Grand Diomande Research · Full HTML Reader

NKO-1.3 Complete — `nko.transliterate` Canonical Engine

`nko/transliterate.py` — the canonical, unified transliteration engine for the N'Ko Unified Platform. Consolidates **6 scattered implementations** into one authoritative module.

Language as Infrastructure research note experiment writeup candidate score 24 .md

Full Public Reader

NKO-1.3 Complete — `nko.transliterate` Canonical Engine

Status: ✅ DONE
Date: 2025-07-19
Tests: 58/58 passing (0.04s)

---

What Was Built

`nko/transliterate.py` — the canonical, unified transliteration engine for the N'Ko Unified Platform. Consolidates 6 scattered implementations into one authoritative module.
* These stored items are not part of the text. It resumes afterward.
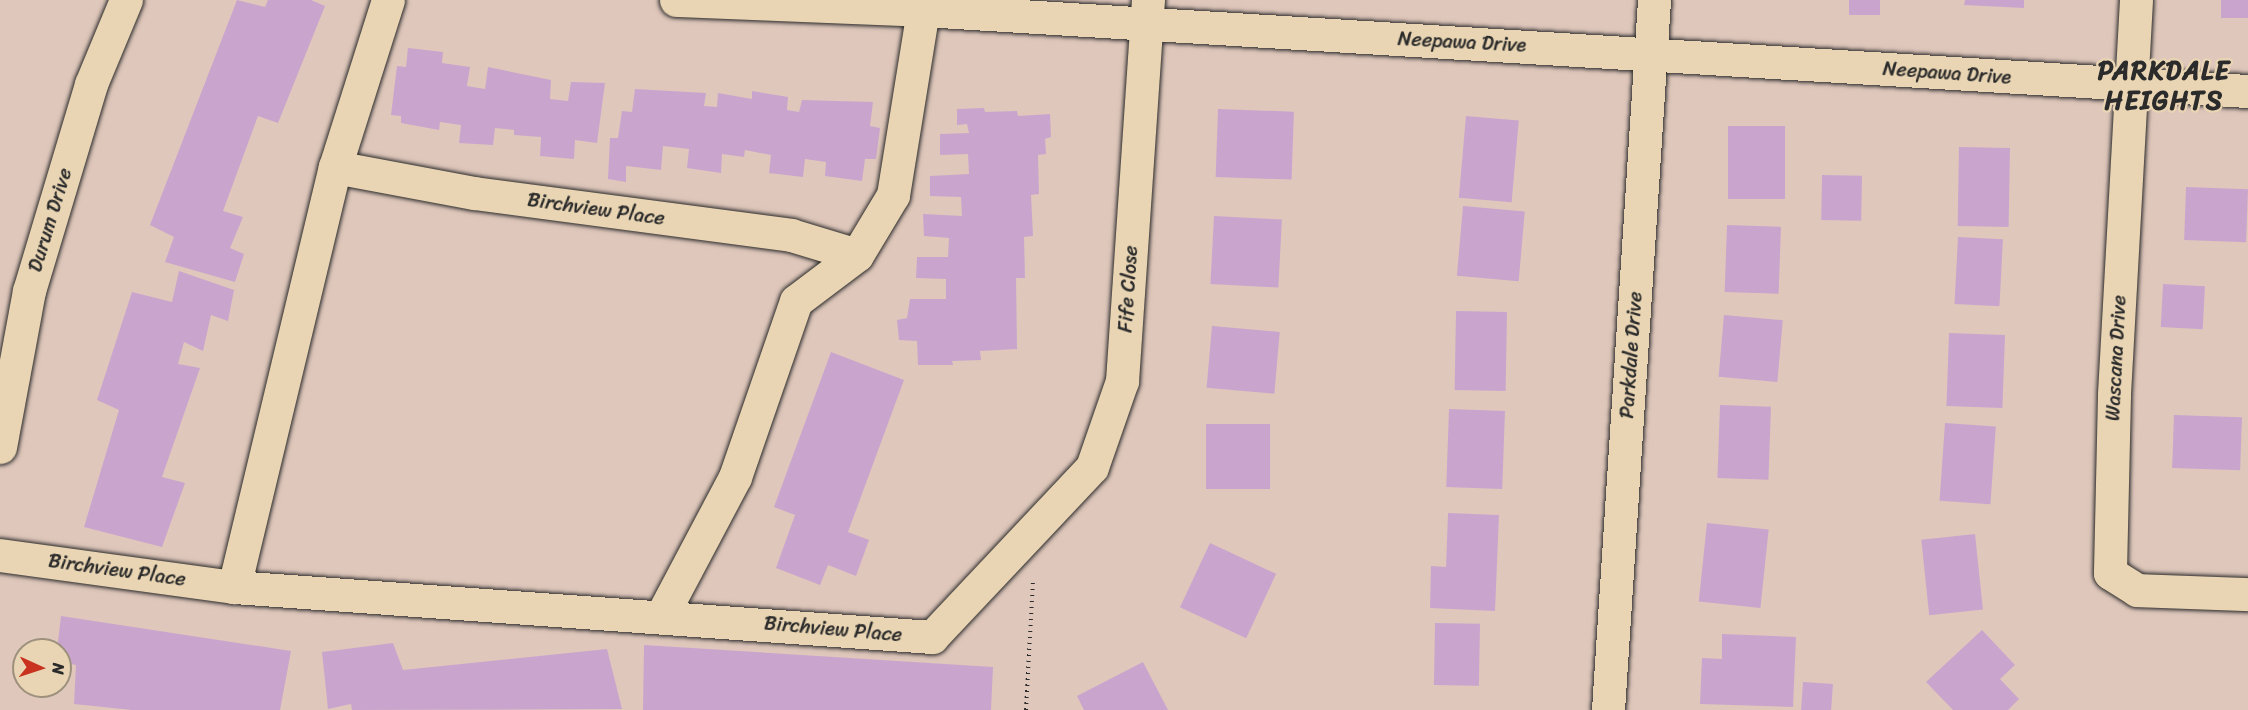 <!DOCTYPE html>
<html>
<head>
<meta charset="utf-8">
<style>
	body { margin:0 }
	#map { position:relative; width:2248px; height:710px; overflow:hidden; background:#dfc7bb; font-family:Sriracha,sans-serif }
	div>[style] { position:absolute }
	.building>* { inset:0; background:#c9a5ce; transform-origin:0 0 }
	.path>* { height:4px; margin-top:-2px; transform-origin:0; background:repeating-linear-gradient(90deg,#2b2b2b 0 1.5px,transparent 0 6px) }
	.roads { filter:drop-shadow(0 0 2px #2b2b2b) drop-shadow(0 0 2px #2b2b2b) }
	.minor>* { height:33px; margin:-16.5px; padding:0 16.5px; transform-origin:16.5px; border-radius:16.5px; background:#e9d5b3 }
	span { translate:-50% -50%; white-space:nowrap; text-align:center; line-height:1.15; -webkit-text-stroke:4.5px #e9d5b3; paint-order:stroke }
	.street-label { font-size:20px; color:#2b2b2b }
	.district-label { font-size:26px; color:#2b2b2b; font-weight:700; letter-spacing:1.5px }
	.north { position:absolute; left:12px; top:638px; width:60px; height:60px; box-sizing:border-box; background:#e9d5b3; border:2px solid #9d917d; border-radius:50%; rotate:93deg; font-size:16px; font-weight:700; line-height:24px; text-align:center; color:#2b2b2b }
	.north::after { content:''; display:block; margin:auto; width:21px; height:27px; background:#c8321e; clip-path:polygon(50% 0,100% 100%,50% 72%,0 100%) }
</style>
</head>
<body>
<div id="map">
	<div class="building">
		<i style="clip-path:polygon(237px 0,265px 7px,268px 0,311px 0,325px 6px,278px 123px,258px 116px,223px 211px,243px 217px,230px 248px,244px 254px,235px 282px,165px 262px,174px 237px,150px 225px)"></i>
		<i style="left:1849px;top:0;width:31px;height:15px"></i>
		<i style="clip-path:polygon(1965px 0,2024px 0,2024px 8px,1964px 5px)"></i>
		<i style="left:2221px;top:0;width:27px;height:18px"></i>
		<i style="clip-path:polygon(408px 48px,443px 52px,442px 63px,470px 67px,467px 86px,485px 89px,488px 67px,551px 80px,550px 99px,568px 101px,571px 82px,605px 83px,597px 143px,575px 140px,574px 159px,540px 156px,541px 137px,514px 135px,514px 130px,495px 128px,493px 145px,459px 143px,461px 125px,440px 122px,439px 130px,401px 123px,401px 116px,391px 115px,397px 66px,406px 67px)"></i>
		<i style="clip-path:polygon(635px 89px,706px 93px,704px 106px,717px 107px,718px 93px,752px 99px,752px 91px,788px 97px,787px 110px,799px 112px,802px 100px,873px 102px,870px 126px,880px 128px,876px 159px,865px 159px,862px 181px,825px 176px,826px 162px,805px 159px,803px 177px,769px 173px,771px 155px,745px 150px,744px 157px,722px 154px,721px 173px,687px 168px,689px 149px,663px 146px,661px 170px,626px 166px,626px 182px,608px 179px,610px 138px,618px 138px,622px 111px,632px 112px)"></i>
		<i style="clip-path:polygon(984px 108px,985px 112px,1017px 111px,1018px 116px,1050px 114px,1051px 137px,1045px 139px,1046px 154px,1038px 155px,1039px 194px,1031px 195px,1033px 236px,1024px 237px,1025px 278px,1016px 278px,1017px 349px,980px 351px,981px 360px,952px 361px,953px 365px,918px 365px,917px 341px,899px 340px,897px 320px,907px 318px,910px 299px,946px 299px,946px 279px,916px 278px,917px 257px,948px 257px,949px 238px,924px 236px,923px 214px,962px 216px,961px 197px,930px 196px,930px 176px,969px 174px,968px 154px,940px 155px,940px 134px,969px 133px,967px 124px,957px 125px,957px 109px)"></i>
		<i style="left:1218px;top:109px;width:76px;height:68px;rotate:2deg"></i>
		<i style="left:1466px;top:116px;width:53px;height:82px;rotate:5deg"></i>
		<i style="left:1728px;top:126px;width:57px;height:73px"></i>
		<i style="left:1959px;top:147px;width:51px;height:79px;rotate:1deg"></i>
		<i style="left:1822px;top:175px;width:40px;height:45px;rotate:1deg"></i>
		<i style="left:2186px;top:187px;width:62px;height:53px;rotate:2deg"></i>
		<i style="left:1463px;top:206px;width:62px;height:70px;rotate:5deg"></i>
		<i style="left:1214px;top:216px;width:68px;height:68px;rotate:3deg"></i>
		<i style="left:1727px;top:225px;width:54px;height:67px;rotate:2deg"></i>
		<i style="left:1958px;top:237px;width:45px;height:67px;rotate:3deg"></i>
		<i style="clip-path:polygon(179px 271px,234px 290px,228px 321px,211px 315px,203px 351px,184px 342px,178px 364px,200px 368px,162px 477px,185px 483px,162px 547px,84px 527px,119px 410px,97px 400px,132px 292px,172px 302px)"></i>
		<i style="left:2163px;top:284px;width:42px;height:43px;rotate:3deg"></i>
		<i style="left:1507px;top:312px;width:79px;height:51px;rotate:91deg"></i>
		<i style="left:1724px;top:315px;width:59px;height:62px;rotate:5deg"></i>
		<i style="left:1212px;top:326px;width:68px;height:62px;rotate:5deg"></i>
		<i style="left:1949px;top:333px;width:56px;height:73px;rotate:2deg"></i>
		<i style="clip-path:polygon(831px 352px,904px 380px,848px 532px,869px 540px,856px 576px,828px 565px,820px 585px,776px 568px,795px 515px,774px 507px)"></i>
		<i style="left:1720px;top:405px;width:51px;height:73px;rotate:2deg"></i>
		<i style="left:1449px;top:409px;width:56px;height:78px;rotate:2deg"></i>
		<i style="left:2174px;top:415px;width:68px;height:53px;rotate:2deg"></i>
		<i style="left:1945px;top:423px;width:51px;height:78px;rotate:4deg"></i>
		<i style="left:1206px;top:424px;width:64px;height:65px"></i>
		<i style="clip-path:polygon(1448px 513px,1499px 515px,1495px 611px,1430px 608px,1431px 566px,1446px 567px)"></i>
		<i style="left:1707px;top:523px;width:62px;height:79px;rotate:6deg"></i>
		<i style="left:1975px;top:534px;width:76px;height:54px;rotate:84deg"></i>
		<i style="left:1210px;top:543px;width:73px;height:71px;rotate:25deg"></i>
		<i style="clip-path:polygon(61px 616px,291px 651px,280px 710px,132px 710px,74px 704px,76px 665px,60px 662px,57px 650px)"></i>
		<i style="left:1435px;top:623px;width:45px;height:62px;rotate:1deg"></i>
		<i style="clip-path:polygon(1982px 630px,2015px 665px,2000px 679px,2019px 699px,2008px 710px,1953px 710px,1926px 682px)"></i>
		<i style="clip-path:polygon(1722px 634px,1796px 637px,1793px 707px,1700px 704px,1702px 658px,1722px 659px)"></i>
		<i style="clip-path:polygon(393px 643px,403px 670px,607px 649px,622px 709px,352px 710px,351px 704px,328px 709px,322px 652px)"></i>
		<i style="clip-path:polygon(644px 645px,993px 667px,991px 710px,643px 710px)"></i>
		<i style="clip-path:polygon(1143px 662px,1168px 710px,1084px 710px,1077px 696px)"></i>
		<i style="left:1803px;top:682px;width:30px;height:28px;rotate:4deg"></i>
	</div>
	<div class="path">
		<i style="left:1026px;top:710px;width:128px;rotate:-86.9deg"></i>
	</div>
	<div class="roads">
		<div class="minor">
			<i style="left:676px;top:0;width:247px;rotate:2.3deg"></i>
			<i style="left:923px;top:10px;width:1327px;rotate:3.5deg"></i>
			<i style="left:2136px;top:0;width:396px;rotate:93.2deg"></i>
			<i style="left:2114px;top:395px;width:178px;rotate:91.3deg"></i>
			<i style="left:2110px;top:573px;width:32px;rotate:32deg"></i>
			<i style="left:2137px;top:590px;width:111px;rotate:2.1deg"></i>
			<i style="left:335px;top:167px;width:141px;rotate:10.6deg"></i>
			<i style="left:474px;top:193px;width:320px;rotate:7.5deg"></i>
			<i style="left:791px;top:235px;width:69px;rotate:16.9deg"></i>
			<i style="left:0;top:447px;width:159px;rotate:-79.5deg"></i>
			<i style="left:29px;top:291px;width:216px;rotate:-73.3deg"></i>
			<i style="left:91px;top:84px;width:91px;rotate:-67.4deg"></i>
			<i style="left:0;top:555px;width:236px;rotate:7.8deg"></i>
			<i style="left:234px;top:587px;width:700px;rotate:4.1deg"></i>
			<i style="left:932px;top:637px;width:233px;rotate:-46.7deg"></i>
			<i style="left:1092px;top:467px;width:91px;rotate:-70.8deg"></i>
			<i style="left:1122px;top:381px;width:382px;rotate:-86.1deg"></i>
			<i style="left:234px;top:587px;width:432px;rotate:-76.5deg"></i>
			<i style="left:335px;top:167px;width:175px;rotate:-72.4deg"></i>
			<i style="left:662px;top:615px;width:156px;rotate:-62.1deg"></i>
			<i style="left:735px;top:477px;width:186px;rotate:-70.9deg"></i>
			<i style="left:796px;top:301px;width:76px;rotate:-37deg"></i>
			<i style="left:857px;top:255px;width:70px;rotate:-59deg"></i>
			<i style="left:893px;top:195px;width:187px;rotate:-80.8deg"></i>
			<i style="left:1608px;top:710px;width:711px;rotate:-86.29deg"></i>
		</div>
	</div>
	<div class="street-label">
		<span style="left:1462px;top:42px;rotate:3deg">Neepawa Drive</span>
		<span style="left:1947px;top:73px;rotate:4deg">Neepawa Drive</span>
		<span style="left:596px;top:209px;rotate:8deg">Birchview Place</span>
		<span style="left:50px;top:220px;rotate:-73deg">Durum Drive</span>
		<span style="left:1128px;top:289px;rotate:-86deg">Fife Close</span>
		<span style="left:1631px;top:355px;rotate:-86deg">Parkdale Drive</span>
		<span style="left:2116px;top:358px;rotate:-87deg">Wascana Drive</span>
		<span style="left:117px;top:570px;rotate:8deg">Birchview Place</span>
		<span style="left:833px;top:629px;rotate:5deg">Birchview Place</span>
	</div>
	<div class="district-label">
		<span style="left:2164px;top:86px">PARKDALE<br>HEIGHTS</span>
	</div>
	<div class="north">N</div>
</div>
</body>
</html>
Implementations Consolidated

#SourceTypeStatus
1`core/transliteration/` (Bridge + NkoHandler + ArabicHandler + LatinHandler)Python — IPA intermediary archPrimary source — most structured
2`core/prediction/translation_bridge.py`Python — keyboard-ai with dictionary + SQLiteSuperseded (duplicate transliteration logic)
3`tools/telegram-bot/bridge_core.py`Python — standalone fallback bridgeSuperseded
4`tools/pwa/js/bridge-core.js`JavaScript — client-side bridgeReference only (JS, different runtime)
5`core/audio/phoneme.py`Python — PhonemeMapper with char mapsPhoneme maps referenced
6`core/pipeline/stages.py`Python — TransliterationStage wrapping BridgePipeline consumer, not source

Canonical source chosen: `core/transliteration/` — best architecture (IPA intermediary), most complete character maps, cleanest separation of concerns. Enhanced with corrections from other implementations.

API Surface

Module-level functions (quick usage)

python
from nko.transliterate import transliterate, detect_script, convert_all, batch, to_ipa, analyze

# Auto-detect → Latin
transliterate("ߒߞߏ")                      # → "nkɔ"

# Explicit source/target
transliterate("baka", target="nko")         # → "ߓߊߞߊ"
transliterate("سلام", target="latin")       # → "slam"

# Script detection
detect_script("ߒߞߏ")                       # → Script.NKO

# All scripts at once
convert_all("ߒߞߏ")                         # → {"nko": "ߒߞߏ", "latin": "nkɔ", "arabic": "نكو"}

# Batch
batch(["ߒߞߏ", "ߓߊ"], target="latin")      # → [TranslitResult(...), ...]

# IPA intermediary
to_ipa("ߒߞߏ")                              # → "nkɔ"

# Analysis
analyze("ߒߞߏ abc")                          # → {"dominant": "nko", "counts": {...}, ...}

Class API (full control)

python
from nko.transliterate import NkoTransliterator, Script, TranslitResult

t = NkoTransliterator()
result = t.convert("ߒߞߏ", source=Script.NKO, target=Script.LATIN)
# TranslitResult(source_text='ߒߞߏ', source_script=Script.NKO,
#                target_text='nkɔ', target_script=Script.LATIN,
#                ipa='nkɔ', confidence=1.0)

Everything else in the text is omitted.